Owning the camper gave me the sense that I could decide I had “had enough”, slide my badge and laptop over the conference room table, walk out at, grab Luna, and hit the road, leaving the corporate hamster wheel in my rear-view mirror at any time. It was my 5,000 lb aluminium security blanket. Is this healthy? Likely not, but everyone has their coping mechanisms, right??
Through my casual selling efforts, I came in contact with a woman on Long Island, via North Carolina who was a current owner of an older and smaller model Airstream, lived in it full time, and was looking for an upgrade. We arranged a time to meet for her to check out my camper, and she fell in love. Can’t say I can blame her. A few short weeks later, and there I was, hitching the capsule of some of my favorite memories to someone else’s Jeep. Siggghhhh…
As I was showing her how to use everything, kneeling on the ground, attaching the stabilizer bars for the last time, she turned to me and said, “I can’t believe you’re selling this.” It was all I could do to hold back the tears. All I could say was, “There will be another one in my future, just not now.” I cried once I got into my car and as I sit here now writing this, the tears are streaming silently down my face.

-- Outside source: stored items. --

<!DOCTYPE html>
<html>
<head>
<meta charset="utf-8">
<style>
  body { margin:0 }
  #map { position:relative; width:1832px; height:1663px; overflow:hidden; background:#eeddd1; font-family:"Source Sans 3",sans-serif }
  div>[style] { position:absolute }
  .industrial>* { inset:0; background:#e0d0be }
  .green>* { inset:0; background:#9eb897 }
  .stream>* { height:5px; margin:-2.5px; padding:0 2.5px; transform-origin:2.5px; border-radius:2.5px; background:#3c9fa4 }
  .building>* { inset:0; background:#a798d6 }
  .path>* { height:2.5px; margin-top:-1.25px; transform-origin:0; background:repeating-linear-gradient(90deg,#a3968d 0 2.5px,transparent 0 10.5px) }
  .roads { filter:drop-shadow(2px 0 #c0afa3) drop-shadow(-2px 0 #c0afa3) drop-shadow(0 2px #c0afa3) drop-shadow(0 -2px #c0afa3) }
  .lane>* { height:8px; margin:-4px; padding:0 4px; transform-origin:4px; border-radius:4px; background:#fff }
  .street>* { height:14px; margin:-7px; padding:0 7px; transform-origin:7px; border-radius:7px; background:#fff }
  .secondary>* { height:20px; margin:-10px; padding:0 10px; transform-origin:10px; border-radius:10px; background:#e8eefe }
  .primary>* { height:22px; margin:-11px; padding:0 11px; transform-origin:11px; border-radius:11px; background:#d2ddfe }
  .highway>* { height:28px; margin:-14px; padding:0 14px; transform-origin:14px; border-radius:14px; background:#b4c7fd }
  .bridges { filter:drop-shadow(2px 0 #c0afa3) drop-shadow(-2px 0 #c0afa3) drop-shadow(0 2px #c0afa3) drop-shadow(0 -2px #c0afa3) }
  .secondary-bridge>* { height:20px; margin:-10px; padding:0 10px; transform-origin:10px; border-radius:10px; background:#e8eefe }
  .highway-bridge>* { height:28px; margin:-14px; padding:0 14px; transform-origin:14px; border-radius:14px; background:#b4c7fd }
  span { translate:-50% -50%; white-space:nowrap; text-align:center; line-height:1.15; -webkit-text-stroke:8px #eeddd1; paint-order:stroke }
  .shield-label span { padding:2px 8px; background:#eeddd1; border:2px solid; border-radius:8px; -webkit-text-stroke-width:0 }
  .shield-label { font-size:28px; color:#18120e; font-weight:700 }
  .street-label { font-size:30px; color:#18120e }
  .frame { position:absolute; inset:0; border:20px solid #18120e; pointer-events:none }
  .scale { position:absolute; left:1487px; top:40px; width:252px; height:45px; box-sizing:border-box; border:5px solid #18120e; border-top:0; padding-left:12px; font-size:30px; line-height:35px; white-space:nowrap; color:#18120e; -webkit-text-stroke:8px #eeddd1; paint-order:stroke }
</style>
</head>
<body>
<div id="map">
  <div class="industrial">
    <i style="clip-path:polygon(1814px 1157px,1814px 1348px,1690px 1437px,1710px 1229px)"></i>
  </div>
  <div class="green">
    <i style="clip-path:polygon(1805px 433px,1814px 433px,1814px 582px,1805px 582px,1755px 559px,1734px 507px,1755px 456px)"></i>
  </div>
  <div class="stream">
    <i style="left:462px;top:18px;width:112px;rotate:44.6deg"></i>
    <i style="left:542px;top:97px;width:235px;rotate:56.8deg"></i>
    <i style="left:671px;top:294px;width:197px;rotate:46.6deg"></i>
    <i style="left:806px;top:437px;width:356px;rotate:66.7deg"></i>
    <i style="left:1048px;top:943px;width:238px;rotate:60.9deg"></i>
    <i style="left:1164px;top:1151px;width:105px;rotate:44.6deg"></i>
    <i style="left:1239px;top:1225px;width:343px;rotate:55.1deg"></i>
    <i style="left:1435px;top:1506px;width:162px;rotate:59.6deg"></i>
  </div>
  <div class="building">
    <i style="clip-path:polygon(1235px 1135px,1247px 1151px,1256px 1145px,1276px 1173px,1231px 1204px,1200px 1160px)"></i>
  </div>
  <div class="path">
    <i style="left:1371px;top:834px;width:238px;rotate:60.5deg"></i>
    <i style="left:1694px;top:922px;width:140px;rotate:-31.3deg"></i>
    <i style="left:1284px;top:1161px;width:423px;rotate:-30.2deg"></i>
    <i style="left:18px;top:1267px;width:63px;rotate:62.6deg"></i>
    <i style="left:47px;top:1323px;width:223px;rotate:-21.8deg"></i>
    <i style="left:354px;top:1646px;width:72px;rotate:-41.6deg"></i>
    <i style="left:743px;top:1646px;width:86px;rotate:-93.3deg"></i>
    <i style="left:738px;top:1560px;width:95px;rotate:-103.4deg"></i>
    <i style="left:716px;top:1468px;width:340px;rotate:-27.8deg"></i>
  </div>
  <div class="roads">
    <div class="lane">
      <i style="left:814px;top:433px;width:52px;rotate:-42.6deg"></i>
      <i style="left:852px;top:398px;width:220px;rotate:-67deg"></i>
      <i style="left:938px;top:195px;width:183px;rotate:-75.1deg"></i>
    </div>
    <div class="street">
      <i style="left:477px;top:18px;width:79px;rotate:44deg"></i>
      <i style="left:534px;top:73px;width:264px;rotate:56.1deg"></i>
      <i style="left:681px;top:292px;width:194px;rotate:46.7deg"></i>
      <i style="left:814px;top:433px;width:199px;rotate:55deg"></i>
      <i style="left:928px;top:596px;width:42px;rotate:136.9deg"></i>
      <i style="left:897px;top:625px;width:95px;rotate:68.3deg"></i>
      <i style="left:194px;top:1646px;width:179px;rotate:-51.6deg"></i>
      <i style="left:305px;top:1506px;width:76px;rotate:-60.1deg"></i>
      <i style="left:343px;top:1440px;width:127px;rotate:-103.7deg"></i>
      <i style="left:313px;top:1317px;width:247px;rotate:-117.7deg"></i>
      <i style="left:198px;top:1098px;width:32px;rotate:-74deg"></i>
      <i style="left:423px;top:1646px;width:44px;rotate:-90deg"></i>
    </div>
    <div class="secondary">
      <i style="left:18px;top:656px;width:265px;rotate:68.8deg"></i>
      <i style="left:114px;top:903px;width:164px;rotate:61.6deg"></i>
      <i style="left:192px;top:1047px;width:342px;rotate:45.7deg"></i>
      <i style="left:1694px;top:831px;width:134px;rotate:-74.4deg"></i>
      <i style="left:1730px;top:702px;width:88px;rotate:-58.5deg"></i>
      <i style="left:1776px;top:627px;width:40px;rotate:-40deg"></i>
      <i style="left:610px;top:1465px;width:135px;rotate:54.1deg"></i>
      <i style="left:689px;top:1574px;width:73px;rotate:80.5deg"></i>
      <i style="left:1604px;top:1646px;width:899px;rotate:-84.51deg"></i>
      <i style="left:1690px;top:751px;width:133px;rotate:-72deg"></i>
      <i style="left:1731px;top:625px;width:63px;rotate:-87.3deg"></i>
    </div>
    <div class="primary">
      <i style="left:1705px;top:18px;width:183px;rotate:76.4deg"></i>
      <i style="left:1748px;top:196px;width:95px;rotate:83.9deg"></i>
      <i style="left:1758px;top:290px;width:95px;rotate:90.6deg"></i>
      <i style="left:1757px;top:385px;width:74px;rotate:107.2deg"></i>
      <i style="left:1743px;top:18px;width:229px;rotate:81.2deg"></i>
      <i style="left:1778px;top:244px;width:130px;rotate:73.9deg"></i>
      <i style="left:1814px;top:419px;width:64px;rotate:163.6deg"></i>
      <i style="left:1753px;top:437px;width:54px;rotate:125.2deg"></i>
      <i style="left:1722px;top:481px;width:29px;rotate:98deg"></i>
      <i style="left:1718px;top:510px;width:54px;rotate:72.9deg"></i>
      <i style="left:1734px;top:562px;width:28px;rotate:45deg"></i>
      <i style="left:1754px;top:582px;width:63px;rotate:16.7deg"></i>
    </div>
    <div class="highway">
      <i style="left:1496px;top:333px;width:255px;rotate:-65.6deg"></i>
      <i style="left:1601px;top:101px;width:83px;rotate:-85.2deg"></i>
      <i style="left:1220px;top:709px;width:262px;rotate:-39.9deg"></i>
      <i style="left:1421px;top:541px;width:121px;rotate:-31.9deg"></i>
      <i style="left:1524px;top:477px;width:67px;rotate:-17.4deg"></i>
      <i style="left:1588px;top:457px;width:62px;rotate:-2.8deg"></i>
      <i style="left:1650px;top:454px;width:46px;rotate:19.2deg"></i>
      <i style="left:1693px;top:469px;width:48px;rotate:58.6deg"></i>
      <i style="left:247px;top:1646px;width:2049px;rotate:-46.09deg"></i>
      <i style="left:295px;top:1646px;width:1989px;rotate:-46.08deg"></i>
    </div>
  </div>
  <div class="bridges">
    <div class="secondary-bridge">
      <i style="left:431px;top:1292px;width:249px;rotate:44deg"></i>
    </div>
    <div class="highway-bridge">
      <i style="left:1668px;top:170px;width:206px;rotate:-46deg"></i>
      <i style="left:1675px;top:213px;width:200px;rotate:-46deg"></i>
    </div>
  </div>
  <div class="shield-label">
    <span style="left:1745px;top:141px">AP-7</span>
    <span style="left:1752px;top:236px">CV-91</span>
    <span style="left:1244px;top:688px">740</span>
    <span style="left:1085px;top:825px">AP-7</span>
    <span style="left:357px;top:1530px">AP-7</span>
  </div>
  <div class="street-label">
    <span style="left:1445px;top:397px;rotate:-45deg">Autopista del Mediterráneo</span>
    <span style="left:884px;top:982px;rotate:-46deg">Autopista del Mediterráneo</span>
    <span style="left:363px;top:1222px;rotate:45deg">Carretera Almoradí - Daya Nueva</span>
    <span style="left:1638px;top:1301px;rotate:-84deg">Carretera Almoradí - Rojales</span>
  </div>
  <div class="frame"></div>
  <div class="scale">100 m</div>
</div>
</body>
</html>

Slight disappointment in myself that instead of figuring out how to work and live on the road that I took a job back in the massive soul-sucking machine I made deliberate and calculated decision to leave behind. That instead of exploring more of the country, I fly to New Jersey (which I had consciously avoided during my trip) every Monday morning and back every Thursday evening each week, wedded to a life of hotel bars, budget reports, arbitrary deadlines, and (missed) timesheets.


But this is not the end. This is just a close to a chapter. An amazing chapter of adventures, frustration, “self-discovery” (even though I have grown to dislike that term), scaring myself into a new sense of self-confidence, and knowing that where I am today does not need to be where I am tomorrow, the next day or any day after that. I am in control of my destiny and I’m the only one who can take me out of any situation. I have made my bed, but I am the one who can buy a new bed and remake it any time I want to.
This is just part of my story. The story has been winding and seemingly scattered, and while I have made it more difficult for myself at times, it has afforded me some rather amazing experiences. I cannot wait for the next adventure.
Lesson of the Day: Change your hair, buy and sell things, and always make your own bed, sleep in it for a while, but don’t be afraid to rip off the sheets and make a whole new one.